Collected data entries
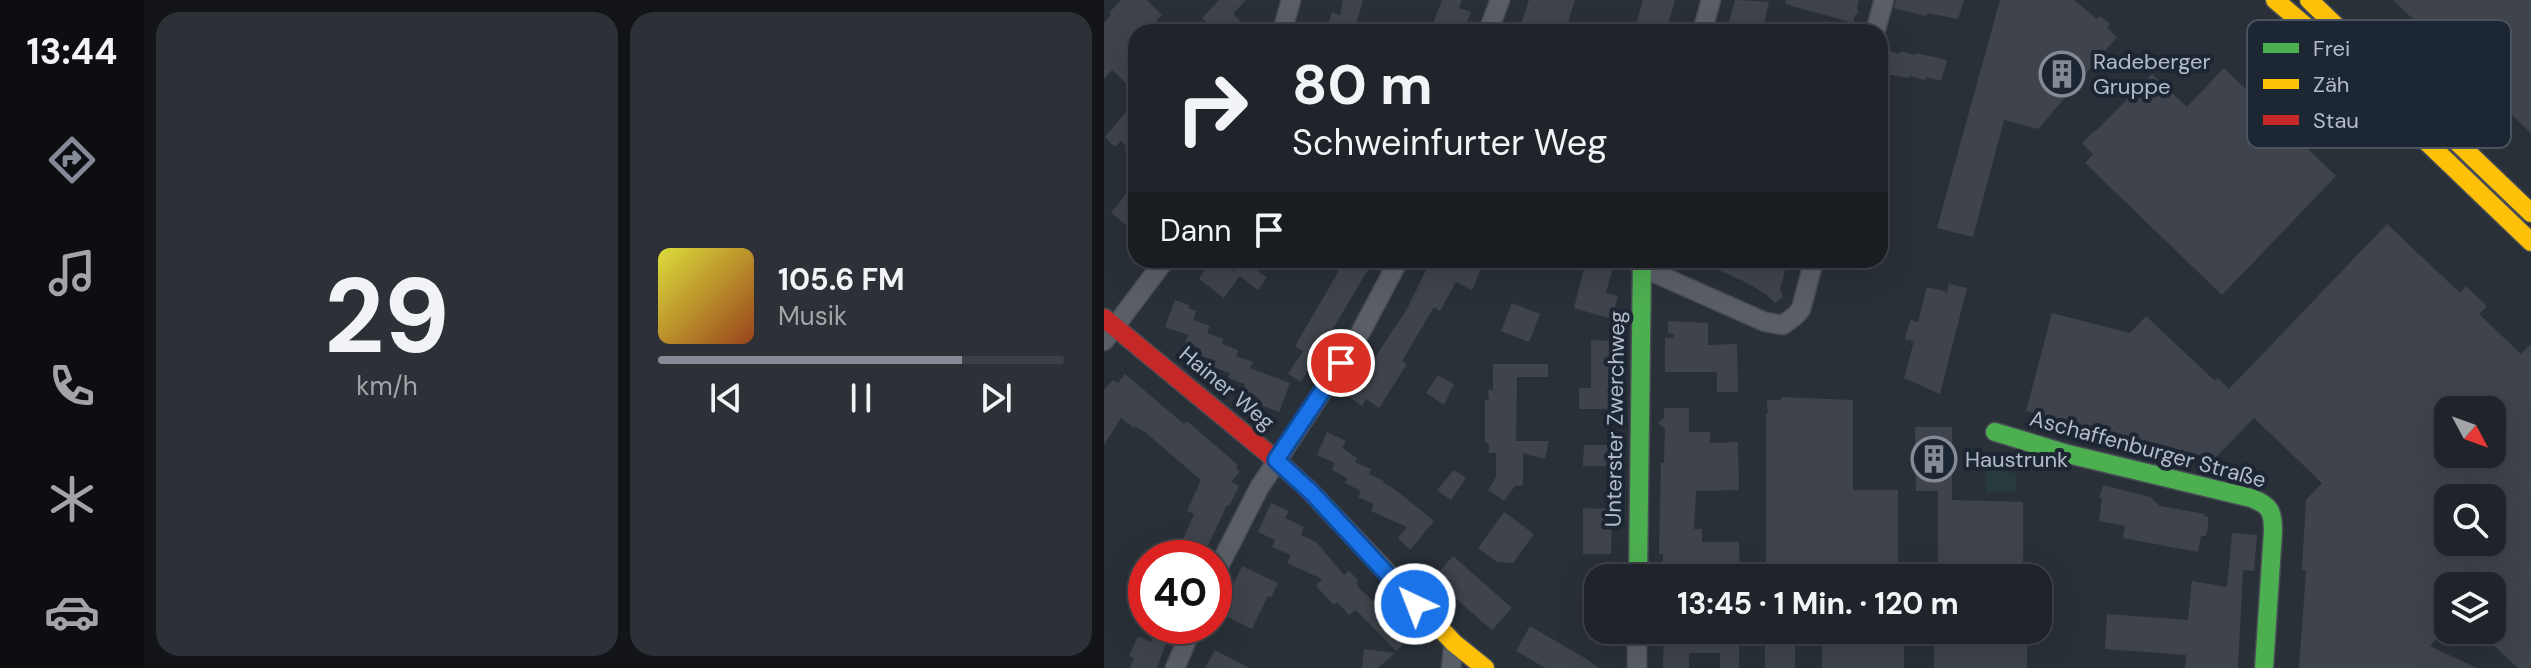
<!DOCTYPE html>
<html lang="de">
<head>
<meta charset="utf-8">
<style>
	body { margin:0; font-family:"DM Sans",sans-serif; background:#2d3036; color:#f1f3f6; height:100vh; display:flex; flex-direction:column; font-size:30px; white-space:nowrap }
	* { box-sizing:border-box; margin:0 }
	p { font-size:26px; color:#a2a4a8 }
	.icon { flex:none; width:44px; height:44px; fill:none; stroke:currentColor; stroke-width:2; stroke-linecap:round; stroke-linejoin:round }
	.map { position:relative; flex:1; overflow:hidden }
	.drawer { display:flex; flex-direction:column; gap:12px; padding:12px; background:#121417; width:960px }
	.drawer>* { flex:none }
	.hud { position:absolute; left:24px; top:24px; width:760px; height:244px; border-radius:24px; box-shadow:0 8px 32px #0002,0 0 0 2px #3d4147; background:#20242a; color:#f1f3f6; overflow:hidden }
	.needle { width:52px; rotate:131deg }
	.fabs { position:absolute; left:1330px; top:396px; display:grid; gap:16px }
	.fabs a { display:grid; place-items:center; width:72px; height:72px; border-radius:16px; background:#20242a; box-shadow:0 8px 32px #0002,0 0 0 2px #3d4147; font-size:40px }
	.speed { position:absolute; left:24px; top:540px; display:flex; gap:16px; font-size:40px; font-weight:700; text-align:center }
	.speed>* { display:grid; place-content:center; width:104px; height:104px; border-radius:50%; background:#20242a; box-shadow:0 8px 32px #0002,0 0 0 2px #3d4147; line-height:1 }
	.speed .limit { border:12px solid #d22; background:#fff; color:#111 }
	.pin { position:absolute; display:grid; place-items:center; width:68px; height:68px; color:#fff; margin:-34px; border:4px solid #fff; border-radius:50%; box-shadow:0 2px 8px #0007 }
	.me { position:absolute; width:88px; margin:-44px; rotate:317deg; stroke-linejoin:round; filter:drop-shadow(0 0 6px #0008) }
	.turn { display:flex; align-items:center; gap:28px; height:168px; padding:0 32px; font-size:36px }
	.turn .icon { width:104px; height:104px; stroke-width:2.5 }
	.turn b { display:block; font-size:56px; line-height:68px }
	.then { display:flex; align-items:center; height:76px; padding:0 32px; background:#0003; gap:16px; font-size:30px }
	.drawer .card { flex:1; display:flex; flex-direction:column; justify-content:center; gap:12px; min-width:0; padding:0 28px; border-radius:24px; background:#2d3036 }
	.drawer .dial { align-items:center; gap:0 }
	.dial b { font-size:104px; line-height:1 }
	.song { display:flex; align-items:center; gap:24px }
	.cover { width:96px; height:96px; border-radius:12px; background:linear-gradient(135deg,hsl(60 70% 55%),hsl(20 70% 35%)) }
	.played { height:8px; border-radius:4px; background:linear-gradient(90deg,#848b96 75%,#3d4147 75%) }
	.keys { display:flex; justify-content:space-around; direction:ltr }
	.drawer .tiles { flex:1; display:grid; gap:12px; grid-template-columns:repeat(2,1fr) }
	.trip { position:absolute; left:480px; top:564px; width:468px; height:80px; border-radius:24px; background:#20242a; box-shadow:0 8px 32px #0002,0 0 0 2px #3d4147; font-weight:700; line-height:80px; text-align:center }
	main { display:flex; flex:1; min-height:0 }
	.menu { display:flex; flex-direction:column; width:144px; justify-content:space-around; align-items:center; background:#0d0e11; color:#a2a4a8 }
	.menu .icon { width:56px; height:56px }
	.menu .on { color:#848b96 }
	.menu b { font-size:36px; color:#f1f3f6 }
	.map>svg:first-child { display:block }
	.green { fill:#273a3e }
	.building { fill:#3f444c; fill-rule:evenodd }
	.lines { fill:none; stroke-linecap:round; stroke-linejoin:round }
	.lane-casing { stroke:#484c55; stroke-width:12 }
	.street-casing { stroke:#484c55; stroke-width:21 }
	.fast-casing { stroke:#484c55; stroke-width:21 }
	.slow-casing { stroke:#484c55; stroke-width:21 }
	.jam-casing { stroke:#484c55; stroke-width:21 }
	.lane { stroke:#5a5e66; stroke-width:9 }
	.street { stroke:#5a5e66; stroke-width:18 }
	.fast { stroke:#4caf50; stroke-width:18 }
	.slow { stroke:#ffc107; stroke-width:18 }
	.jam { stroke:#c62828; stroke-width:18 }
	.route-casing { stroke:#114b97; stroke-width:20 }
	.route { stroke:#1a73e8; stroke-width:14 }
	.labels { text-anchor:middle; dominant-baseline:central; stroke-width:8; stroke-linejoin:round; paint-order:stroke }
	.poi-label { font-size:22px; fill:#b4bcc9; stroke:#1d2633; text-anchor:start }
	.street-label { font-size:22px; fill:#b4bcc9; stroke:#1d2633 }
	.key { fill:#1d2633; stroke:#4a5360; stroke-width:2 }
	.key-label { font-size:22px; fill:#b4bcc9 }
</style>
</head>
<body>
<main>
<nav class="menu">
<b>13:44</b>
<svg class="icon on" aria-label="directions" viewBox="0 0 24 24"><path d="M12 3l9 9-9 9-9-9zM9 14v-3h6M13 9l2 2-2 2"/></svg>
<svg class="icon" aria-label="music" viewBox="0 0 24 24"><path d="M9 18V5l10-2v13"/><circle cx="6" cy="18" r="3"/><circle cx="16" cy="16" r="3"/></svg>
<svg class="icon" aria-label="phone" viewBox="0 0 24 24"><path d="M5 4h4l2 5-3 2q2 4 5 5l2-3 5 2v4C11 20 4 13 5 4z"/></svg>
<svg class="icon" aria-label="climate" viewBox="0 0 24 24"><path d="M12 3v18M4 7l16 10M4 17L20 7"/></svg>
<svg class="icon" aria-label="car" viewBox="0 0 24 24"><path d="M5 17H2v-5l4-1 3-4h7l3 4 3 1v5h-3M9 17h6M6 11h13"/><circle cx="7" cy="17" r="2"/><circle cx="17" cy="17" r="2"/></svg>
</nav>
<section class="drawer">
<div class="tiles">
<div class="card dial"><b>29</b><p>km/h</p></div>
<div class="card">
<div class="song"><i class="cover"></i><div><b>105.6 FM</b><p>Musik</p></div></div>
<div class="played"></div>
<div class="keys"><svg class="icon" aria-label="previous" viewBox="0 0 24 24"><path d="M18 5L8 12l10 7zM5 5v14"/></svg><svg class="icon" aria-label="pause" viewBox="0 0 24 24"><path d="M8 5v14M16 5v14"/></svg><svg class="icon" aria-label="next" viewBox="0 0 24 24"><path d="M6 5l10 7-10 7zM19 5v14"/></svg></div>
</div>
</div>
</section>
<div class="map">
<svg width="1427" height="668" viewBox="0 0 1427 668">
	<rect width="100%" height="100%" fill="#2a3038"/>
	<path class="green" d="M882 466 913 474 911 492 882 493Z"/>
	<path class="building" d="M17 0H43L58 15 42 32H32V92L8 70 0 79V23L7 14 5 13Z
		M115 0H142L129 14 148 32H113L98 18Z
		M239 0H259L250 32H222L228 12 236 15Z
		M338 0H358L355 8 367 12 359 32H326Z
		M425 0H471L461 32H414Z
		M539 0H571L562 32H530Z
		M631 0 665 2 658 32H622Z
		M682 0H755L753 9 755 13 751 15 749 23 681 4Z
		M792 0H860L854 19 823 13 822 16 790 8Z
		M896 0H970L993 19 996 16 1006 24 1003 28 1013 37 934 129 900 120 869 237 833 228Z
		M1289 0H1427V133L1379 87 1383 84 1358 60 1355 63Z
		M779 49 795 54 796 51 811 55 812 53 843 60 837 81 822 77V80L806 76 805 78 776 73Z
		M1120 68 1232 176 1118 295 981 163 989 154 978 143 991 130 992 131 1048 74 1083 107Z
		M32 100V140L24 148 17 141 11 147 1 137Z
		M32 181V232L7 213Z
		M1283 224 1356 293 1362 286 1383 306 1375 314 1417 354 1427 344V668H1414L1373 630H1388V586H1344V627L1326 646 1373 668H1195L1202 571 1198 570 1202 500 1218 483 1150 418 1110 459 922 411 948 313 1026 333 1042 316 1111 381 1114 378 1125 389ZM1344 410H1388V454H1344ZM1344 498H1388V542H1344Z
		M108 260H115L131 272 139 262 163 277 154 290 136 276 120 298 95 279Z
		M219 260H270L197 382 184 374 199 351 191 346 236 269Z
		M327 260H381L368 290 352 282 336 311 330 307 298 361 303 364 275 408 262 399 258 406 245 397 303 309Z
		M482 260H511L502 293 514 296 508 319 470 308Z
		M593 260H625L661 270 663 260H684L676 289 679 297 671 303 663 295 645 284Z
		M845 284 863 288 836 394 800 378 810 341 801 339 806 320 814 322 823 287 843 292Z
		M71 300 85 305 84 308 92 311 89 320 106 326 103 333 119 339 118 344 134 350 132 356 149 362 146 368 186 383 175 412 152 403 154 397 138 391 141 384 124 378 126 373 109 367 112 361 95 355 97 349 81 343 84 335 61 327Z
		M408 303 436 314 425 342 397 331Z
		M564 321 604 323V345L633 344 634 392H613V372H561V338H569L570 334 564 333Z
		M490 340 508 341V344H510L508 387 518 396 508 403V409H475V388H487V341Z
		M389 364H444V377H413L412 441H445L441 459 419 453V485L411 486 400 501 384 490 392 477V453H385V443H381V400H385L384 390H389Z
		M21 374 80 424 83 421 134 465 132 468 136 472 127 482 135 486 125 506 123 505 98 558H71L90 514 83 511 97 480 41 432 31 426 30 428 17 418 0 445V390L9 380 14 383Z
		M334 375 350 384 340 405 322 393Z
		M677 397 749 400V490H794V578H662V413H664L663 400H677Z
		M560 408H585V432H606V443L634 442 635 490 592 491 590 529H598V542H635L636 578H559V554H555L557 463H560L561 429 554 423 560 418Z
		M811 427H848V500L919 502V578H834V491H812Z
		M223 432 242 441 238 448 253 458 251 462 267 469 265 474 280 481 279 483 289 488 330 521 306 550 294 538 303 527 267 511 270 504 254 497 257 491 241 483 244 478 228 470 231 463 213 455Z
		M480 445H508V466H479Z
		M350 470 362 478 347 500 333 490Z
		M999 485 1046 497 1056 506 1101 514 1100 516 1104 517V528L1101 536H1097L1094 552 1019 538 1021 526 995 521 998 499 995 498Z
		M167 503 185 511 181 518 200 527 197 535 212 542 240 575 245 571 255 581 252 583 255 588 296 626 293 629 304 640 292 651 252 610 245 615 233 602 230 605 212 586 218 579 183 563 187 555 168 547 171 540 154 532Z
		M479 508 508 509 507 554H479Z
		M400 512 430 534 409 563 393 562 374 548Z
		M1128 533 1153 535 1150 571 1139 570 1134 668H1081L1082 655 1001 649 1003 614 1084 620 1088 581 1123 587Z
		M349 556 408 608 388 630 329 579Z
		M138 566 174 583 167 597 164 596 148 629 116 613Z
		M426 626 479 657 495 668H441L412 651Z
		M61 627 66 633 53 668H26L30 658 25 656 34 636 47 642 53 630Z
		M830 630H923V668H830Z
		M661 633H691V668H661Z
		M718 636H798L800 638V668H718Z
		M560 639 635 640V668H616V653H585V668H559Z
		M260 649 291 653 274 668H258Z
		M111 650 145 668H101Z"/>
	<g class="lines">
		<g class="lane-casing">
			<path id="lane" d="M1312 99 1332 79
				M533 631 561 630"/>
		</g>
		<g class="street-casing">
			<path id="street" d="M178 32 187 0
				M384 32 396 0
				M598 32 607 0
				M771 32 780 0
				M537 267 661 322 679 325 692 315 697 309 710 260
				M0 341 61 260
				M110 576 155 488 253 339 295 260
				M71 668 89 626
				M347 668 350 643
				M533 668V630"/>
		</g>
		<g class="fast-casing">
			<path id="fast" d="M891 432 964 454 1147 498C1166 505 1169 511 1169 531L1160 668
				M534 578 538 260"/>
		</g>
		<g class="slow-casing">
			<path id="slow" d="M1171 0 1204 28 1427 242
				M1205 0 1427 213
				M204 489 350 643 381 668"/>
		</g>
		<g class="jam-casing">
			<path id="jam" d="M0 318 172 460 204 489"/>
		</g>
		<use href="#lane" class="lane"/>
		<use href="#street" class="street"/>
		<use href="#fast" class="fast"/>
		<use href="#slow" class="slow"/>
		<use href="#jam" class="jam"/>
	</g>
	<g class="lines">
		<g class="route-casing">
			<path id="route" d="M237 363 172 460 208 493 311 604"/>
		</g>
		<use href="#route" class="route"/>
	</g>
	<defs>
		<g id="building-ring" transform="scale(2.3)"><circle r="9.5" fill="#1d2633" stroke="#848b96" stroke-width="1.5"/><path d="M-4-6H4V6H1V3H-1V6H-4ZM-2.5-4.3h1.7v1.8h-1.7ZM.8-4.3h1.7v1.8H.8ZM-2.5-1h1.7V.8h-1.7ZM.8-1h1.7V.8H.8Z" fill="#848b96"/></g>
	</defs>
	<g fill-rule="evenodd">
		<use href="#building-ring" x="958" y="74"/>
		<use href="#building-ring" x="830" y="459"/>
	</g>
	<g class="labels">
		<g class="poi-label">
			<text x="989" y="61">Radeberger<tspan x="989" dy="25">Gruppe</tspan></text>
			<text x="861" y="459">Haustrunk</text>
		</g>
		<g class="street-label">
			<text transform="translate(123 388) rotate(40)">Hainer Weg</text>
			<text transform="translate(511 419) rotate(-89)">Unterster Zwerchweg</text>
			<text transform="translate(1044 449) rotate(15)">Aschaffenburger Straße</text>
		</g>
	</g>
	<rect x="1143" y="20" width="264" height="128" rx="12" class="key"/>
	<rect x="1159" y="43" width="36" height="10" fill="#4caf50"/>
	<rect x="1159" y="79" width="36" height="10" fill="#ffc107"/>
	<rect x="1159" y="115" width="36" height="10" fill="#c62828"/>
	<g class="key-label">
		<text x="1209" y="56">Frei</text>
		<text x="1209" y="92">Zäh</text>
		<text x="1209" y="128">Stau</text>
	</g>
</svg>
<div class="fabs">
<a><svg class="needle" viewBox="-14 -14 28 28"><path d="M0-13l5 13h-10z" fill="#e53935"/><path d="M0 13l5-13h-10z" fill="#a2a4a8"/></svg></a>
<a><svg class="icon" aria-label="search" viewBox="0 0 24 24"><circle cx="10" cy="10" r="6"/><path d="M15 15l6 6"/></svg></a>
<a><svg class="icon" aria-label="layers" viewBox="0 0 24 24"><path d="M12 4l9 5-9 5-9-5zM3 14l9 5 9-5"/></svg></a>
</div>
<div class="speed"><div class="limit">40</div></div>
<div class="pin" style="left:237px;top:363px;background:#d93025"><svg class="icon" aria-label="arrive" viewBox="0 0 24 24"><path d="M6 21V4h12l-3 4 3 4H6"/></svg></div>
<svg class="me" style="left:311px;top:604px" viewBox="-20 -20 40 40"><circle r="17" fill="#1a73e8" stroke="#fff" stroke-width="3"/><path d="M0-11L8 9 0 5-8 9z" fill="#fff"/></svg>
<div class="trip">13:45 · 1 Min. · 120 m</div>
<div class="hud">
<div class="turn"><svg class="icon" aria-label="right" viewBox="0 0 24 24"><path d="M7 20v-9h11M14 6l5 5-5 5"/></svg><div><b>80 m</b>Schweinfurter Weg</div></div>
<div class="then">Dann<svg class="icon" aria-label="arrive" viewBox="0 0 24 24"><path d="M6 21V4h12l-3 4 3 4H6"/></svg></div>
</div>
</div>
</main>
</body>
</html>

**WHAT THE EXERCISE ASKS**. The lines above from the one containing "flex:1; display:grid; gap:12px;" through the one containing "4h4l2 5-3 2q2" are to be set down exactly, and no others.

**WRITTEN SOLUTION**.
	.drawer .tiles { flex:1; display:grid; gap:12px; grid-template-columns:repeat(2,1fr) }
	.trip { position:absolute; left:480px; top:564px; width:468px; height:80px; border-radius:24px; background:#20242a; box-shadow:0 8px 32px #0002,0 0 0 2px #3d4147; font-weight:700; line-height:80px; text-align:center }
	main { display:flex; flex:1; min-height:0 }
	.menu { display:flex; flex-direction:column; width:144px; justify-content:space-around; align-items:center; background:#0d0e11; color:#a2a4a8 }
	.menu .icon { width:56px; height:56px }
	.menu .on { color:#848b96 }
	.menu b { font-size:36px; color:#f1f3f6 }
	.map>svg:first-child { display:block }
	.green { fill:#273a3e }
	.building { fill:#3f444c; fill-rule:evenodd }
	.lines { fill:none; stroke-linecap:round; stroke-linejoin:round }
	.lane-casing { stroke:#484c55; stroke-width:12 }
	.street-casing { stroke:#484c55; stroke-width:21 }
	.fast-casing { stroke:#484c55; stroke-width:21 }
	.slow-casing { stroke:#484c55; stroke-width:21 }
	.jam-casing { stroke:#484c55; stroke-width:21 }
	.lane { stroke:#5a5e66; stroke-width:9 }
	.street { stroke:#5a5e66; stroke-width:18 }
	.fast { stroke:#4caf50; stroke-width:18 }
	.slow { stroke:#ffc107; stroke-width:18 }
	.jam { stroke:#c62828; stroke-width:18 }
	.route-casing { stroke:#114b97; stroke-width:20 }
	.route { stroke:#1a73e8; stroke-width:14 }
	.labels { text-anchor:middle; dominant-baseline:central; stroke-width:8; stroke-linejoin:round; paint-order:stroke }
	.poi-label { font-size:22px; fill:#b4bcc9; stroke:#1d2633; text-anchor:start }
	.street-label { font-size:22px; fill:#b4bcc9; stroke:#1d2633 }
	.key { fill:#1d2633; stroke:#4a5360; stroke-width:2 }
	.key-label { font-size:22px; fill:#b4bcc9 }
</style>
</head>
<body>
<main>
<nav class="menu">
<b>13:44</b>
<svg class="icon on" aria-label="directions" viewBox="0 0 24 24"><path d="M12 3l9 9-9 9-9-9zM9 14v-3h6M13 9l2 2-2 2"/></svg>
<svg class="icon" aria-label="music" viewBox="0 0 24 24"><path d="M9 18V5l10-2v13"/><circle cx="6" cy="18" r="3"/><circle cx="16" cy="16" r="3"/></svg>
<svg class="icon" aria-label="phone" viewBox="0 0 24 24"><path d="M5 4h4l2 5-3 2q2 4 5 5l2-3 5 2v4C11 20 4 13 5 4z"/></svg>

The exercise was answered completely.